##### DATA PROVIDED

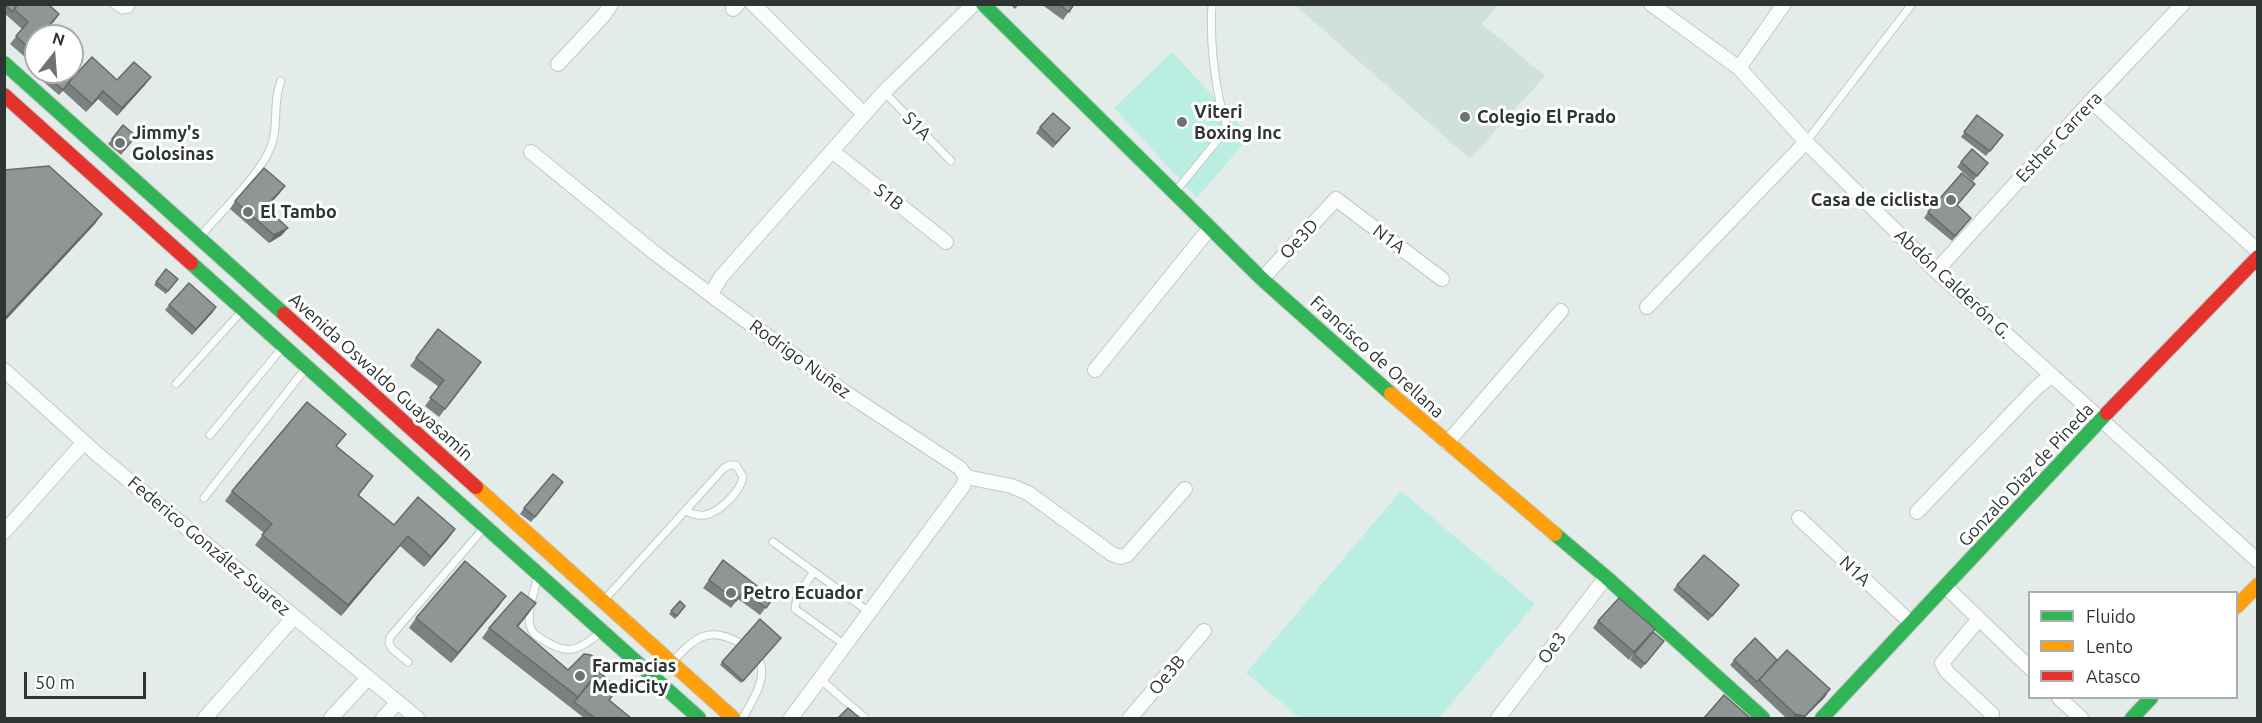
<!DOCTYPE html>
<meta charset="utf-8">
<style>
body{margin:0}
#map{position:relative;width:2262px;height:723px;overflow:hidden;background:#e4ecea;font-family:Ubuntu,sans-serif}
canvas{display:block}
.frame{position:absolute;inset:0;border:6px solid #2d3432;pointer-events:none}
.legend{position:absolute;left:2028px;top:591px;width:210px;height:108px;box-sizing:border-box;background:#fff;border:2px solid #abaead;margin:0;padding:8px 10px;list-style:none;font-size:18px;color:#2d3432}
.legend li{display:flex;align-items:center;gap:12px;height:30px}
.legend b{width:30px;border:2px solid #abaead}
.north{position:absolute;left:24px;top:24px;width:60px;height:60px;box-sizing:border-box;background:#fff;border:2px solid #abaead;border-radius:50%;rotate:17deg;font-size:16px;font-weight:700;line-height:24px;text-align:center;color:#2d3432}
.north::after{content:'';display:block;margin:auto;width:21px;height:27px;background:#6d7472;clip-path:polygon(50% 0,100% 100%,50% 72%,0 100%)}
.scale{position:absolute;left:24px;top:672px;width:122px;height:27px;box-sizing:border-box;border:3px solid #2d3432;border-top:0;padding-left:8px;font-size:18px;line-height:21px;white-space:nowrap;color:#2d3432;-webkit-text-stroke:4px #fff;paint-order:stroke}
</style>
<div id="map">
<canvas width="2262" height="723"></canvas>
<div class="frame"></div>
<ul class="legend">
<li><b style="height:8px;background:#30b455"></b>Fluido</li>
<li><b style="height:8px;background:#ff9f0a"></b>Lento</li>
<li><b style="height:8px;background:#e5322d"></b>Atasco</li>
</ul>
<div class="north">N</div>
<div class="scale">50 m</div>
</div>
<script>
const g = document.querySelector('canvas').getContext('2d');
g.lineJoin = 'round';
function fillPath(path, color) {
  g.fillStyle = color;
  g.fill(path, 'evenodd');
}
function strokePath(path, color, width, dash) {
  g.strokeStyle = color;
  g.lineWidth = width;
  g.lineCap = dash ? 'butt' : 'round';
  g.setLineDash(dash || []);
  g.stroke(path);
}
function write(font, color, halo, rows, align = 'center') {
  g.font = font + ' Ubuntu,sans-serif';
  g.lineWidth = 6;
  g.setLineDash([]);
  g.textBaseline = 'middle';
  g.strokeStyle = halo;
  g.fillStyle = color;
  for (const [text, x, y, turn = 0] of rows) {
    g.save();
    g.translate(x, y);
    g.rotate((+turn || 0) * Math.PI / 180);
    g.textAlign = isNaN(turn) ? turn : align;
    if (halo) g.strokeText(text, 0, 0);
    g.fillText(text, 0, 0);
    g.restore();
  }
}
fillPath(new Path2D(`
 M1295,5H1498L1482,24L1545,76L1470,159Z`), '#d0e0dc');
fillPath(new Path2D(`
 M1172,52L1250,136L1197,198L1114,108Z
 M1401,491L1535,604L1439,718H1300L1246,673Z`), '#baeee3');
const lane = new Path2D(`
 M113,4L122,10L129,9L132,4
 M884,92L951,161
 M1806,142L1912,4
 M1175,192L1226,130C1227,119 1221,109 1219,98C1213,67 1210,36 1212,4
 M201,236C221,211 266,170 273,140C278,120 273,100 281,81
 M176,384L241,312
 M210,435L282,348
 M204,498L305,369
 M773,542L869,612
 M813,573L797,597L795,609L845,645
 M537,579C534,593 527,611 530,625C531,632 536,636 542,639C567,656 578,651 600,633
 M605,599L724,468L730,465H736L743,477C740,492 720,512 705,515C698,516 692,514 686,511
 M673,661C695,638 708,625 740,643
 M408,662L392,649L389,643L390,637L483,529
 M820,679L865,718
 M743,718C751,702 767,681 760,662`);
const street = new Path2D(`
 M753,4L864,114
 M1651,4L1739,68L1806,142L1936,271L2258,561
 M733,9L738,4
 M558,64L604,15L611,4
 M1739,68L1784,4
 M2091,101L2258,251
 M832,151L946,242
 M531,152L656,254L727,307L846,393L960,468L966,477L963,486L791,718
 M1936,271L2091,101L2183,4
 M1262,279L1336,199L1442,279
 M711,294L721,277L884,92L974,4
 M1647,307L1806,142
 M4,370L97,454L417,718
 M1095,370L1210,228
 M1447,443L1561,311
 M966,477L1011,486L1028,493L1112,554L1120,557L1127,555L1185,489
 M1917,512L2035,389L2052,375
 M1799,518L1911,623
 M4,532L84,442
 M1946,587L2030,668
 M1979,619L1942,663L1947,672L1992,714
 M2059,698L2081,718
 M205,718L294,617
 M331,718L368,678
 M383,718L398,702
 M1130,718L1204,631
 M1498,718L1606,577`);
const fast = new Path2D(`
 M983,4L1262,279L1391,394
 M4,63L284,314
 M191,263L699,718
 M1555,534L1606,577L1763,718
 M1822,718L2107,413
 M2132,718L2151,698`);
const slow = new Path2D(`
 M1391,394L1555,534
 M476,487L733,718
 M2236,607L2258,585`);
const jam = new Path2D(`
 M4,95L191,263
 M284,314L476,487
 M2107,413L2258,257`);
strokePath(lane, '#c1c8c6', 9);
strokePath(street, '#c1c8c6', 16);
strokePath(fast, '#c1c8c6', 16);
strokePath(slow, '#c1c8c6', 16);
strokePath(jam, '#c1c8c6', 16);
strokePath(lane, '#fbfcfc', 7);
strokePath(street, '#fbfcfc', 14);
strokePath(fast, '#30b455', 14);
strokePath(slow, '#ff9f0a', 14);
strokePath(jam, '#e5322d', 14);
fillPath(new Path2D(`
 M4,4L59,14L54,22L36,36V42L34,44L36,61L33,64L10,44L22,29L4,13Z
 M1010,4H1019L1015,9Z
 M1041,4H1074L1063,20Z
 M43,72L71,80H117L145,85L117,116L98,99L86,112L63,91L59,95L39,78Z
 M1977,115L2003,135L1986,156L1961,137Z
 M1040,127L1066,133L1053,148L1036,133Z
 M136,136L121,155L108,144L112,139Z
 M1961,162L1988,163L1973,181L1957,167Z
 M1975,184L1957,206L1967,223L1952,241L1924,218L1928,212Z
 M285,186L279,194L266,208L282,235L269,243L230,209L235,201Z
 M166,269L178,279L166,294L154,285Z
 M169,305L213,312L192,335L165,310Z
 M416,358L476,370L439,417L425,406L439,387L410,366Z
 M337,447L373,476L359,495L394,525L455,529L448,539L424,567L400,546L341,616L255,545L264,533L225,501L232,491Z
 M560,487L531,522L520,514L524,508Z
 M723,560L773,598L760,615L738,599L731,608L703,588Z
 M1677,585L1735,591L1708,621L1673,590Z
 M680,601L685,606L675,619L669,614Z
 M499,606L451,663L409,628L416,618Z
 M529,613L518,627L568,670L599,672L609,700L631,718H584L482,638L489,628Z
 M1598,621L1653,632L1660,646L1641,669L1630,660L1633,655L1629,660L1593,628Z
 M779,640L741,683L720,665L722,662Z
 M1734,660H1777L1825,697L1804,718H1786L1730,665Z`), '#7c8180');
fillPath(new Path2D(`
 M151,77L145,85L117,116L122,108Z
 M103,91L98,99L86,112L92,104Z
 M285,186L279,194L260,215L265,207Z
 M102,214L95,224L4,322V319Z
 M288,228L282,235L269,243L274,235Z
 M216,307L213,312L192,335L196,329Z
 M455,529L448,539L424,567L431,557Z
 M408,536L400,546L341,616L348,605Z
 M506,596L499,606L451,663L458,653Z
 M536,603L529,613L510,636L517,626Z
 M1830,689L1825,697L1804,718H1792L1795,714Z`), '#656968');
const building = new Path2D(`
 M5,4H18L12,12Z
 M18,4H48L59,14L40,36H36V40L29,48L16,36L28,22L14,9Z
 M1058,4H1074L1069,12Z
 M34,43L36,45V61L35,62L25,53Z
 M92,57L117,80L134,62L151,77L122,108L103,91L92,104L68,83Z
 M43,72H62L71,80L63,90L43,73Z
 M1053,113L1070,128L1056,143L1040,127Z
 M1977,115L2003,135L1990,151L1964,132Z
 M123,125L136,136L124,150L112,139Z
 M1972,149L1988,163L1977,176L1961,162Z
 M49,166L102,214L4,319V170Z
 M264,168L285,186L265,207L288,228L274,235L235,201Z
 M1962,173L1975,184L1957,205L1971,218L1955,236L1928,212Z
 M166,269L178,279L168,291L156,282Z
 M189,283L216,307L196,329L169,305Z
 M438,329L481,362L445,409L430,398L444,380L416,358Z
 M307,402L346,434L336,446L373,476L358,495L394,525L418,497L455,529L431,557L408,536L348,605L262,535L272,524L232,491Z
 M553,474L563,482L535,517L524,508Z
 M1704,555L1739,585L1712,616L1677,585Z
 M723,560L773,598L766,608L744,591L736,601L709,580Z
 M465,561L506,596L458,653L416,618Z
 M521,592L536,603L517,626L568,670L584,654L591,655L604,664L578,697L489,628Z
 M1619,598L1655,629L1634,652L1598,621Z
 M680,601L685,606L677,616L671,611Z
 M760,619L781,638L743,681L722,662Z
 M1653,632L1664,641L1645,664L1634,654Z
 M1755,638L1777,660L1757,682L1734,660Z
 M1787,650L1830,689L1805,716L1795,714L1759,680Z
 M599,672L618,688L609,700L631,718H595L574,702Z
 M1724,695L1750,718H1704Z
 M848,708L860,718H838Z`);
fillPath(building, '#909695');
strokePath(building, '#656968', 1.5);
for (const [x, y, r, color] of [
 [1465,117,6,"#6d7472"],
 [1182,122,6,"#6d7472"],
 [120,143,6,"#6d7472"],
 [1951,200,6,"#6d7472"],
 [248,212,6,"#6d7472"],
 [731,593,6,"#6d7472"],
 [580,676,6,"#6d7472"]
]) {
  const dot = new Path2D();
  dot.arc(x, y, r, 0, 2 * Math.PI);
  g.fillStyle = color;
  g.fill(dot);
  strokePath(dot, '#fff', 2);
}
write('bold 18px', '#2d3432', '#fff', [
 ["Viteri",1194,112],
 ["Boxing Inc",1194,133],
 ["Colegio El Prado",1477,117],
 ["Jimmy's",132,133],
 ["Golosinas",132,154],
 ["Casa de ciclista",1939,200,"right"],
 ["El Tambo",260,212],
 ["Petro Ecuador",743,593],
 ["Farmacias",592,666],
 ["MediCity",592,687]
], 'left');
write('18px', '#2d3432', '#fff', [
 ["S1A",917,126,46],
 ["Esther Carrera",2059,137,-47],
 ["S1B",889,197,38],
 ["Oe3D",1299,239,-47],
 ["N1A",1389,239,37],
 ["Abdón Calderón G.",1953,284,43],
 ["Francisco de Orellana",1377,357,42],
 ["Rodrigo Nuñez",800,359,36],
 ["Avenida Oswaldo Guayasamín",381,377,42],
 ["Gonzalo Diaz de Pineda",2026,475,-47],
 ["Federico González Suarez",209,546,40],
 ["N1A",1855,571,43],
 ["Oe3",1552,648,-53],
 ["Oe3B",1167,675,-50]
]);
</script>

##########

Count the lines of the data that hold the string "function". The answer should be that number alone.

3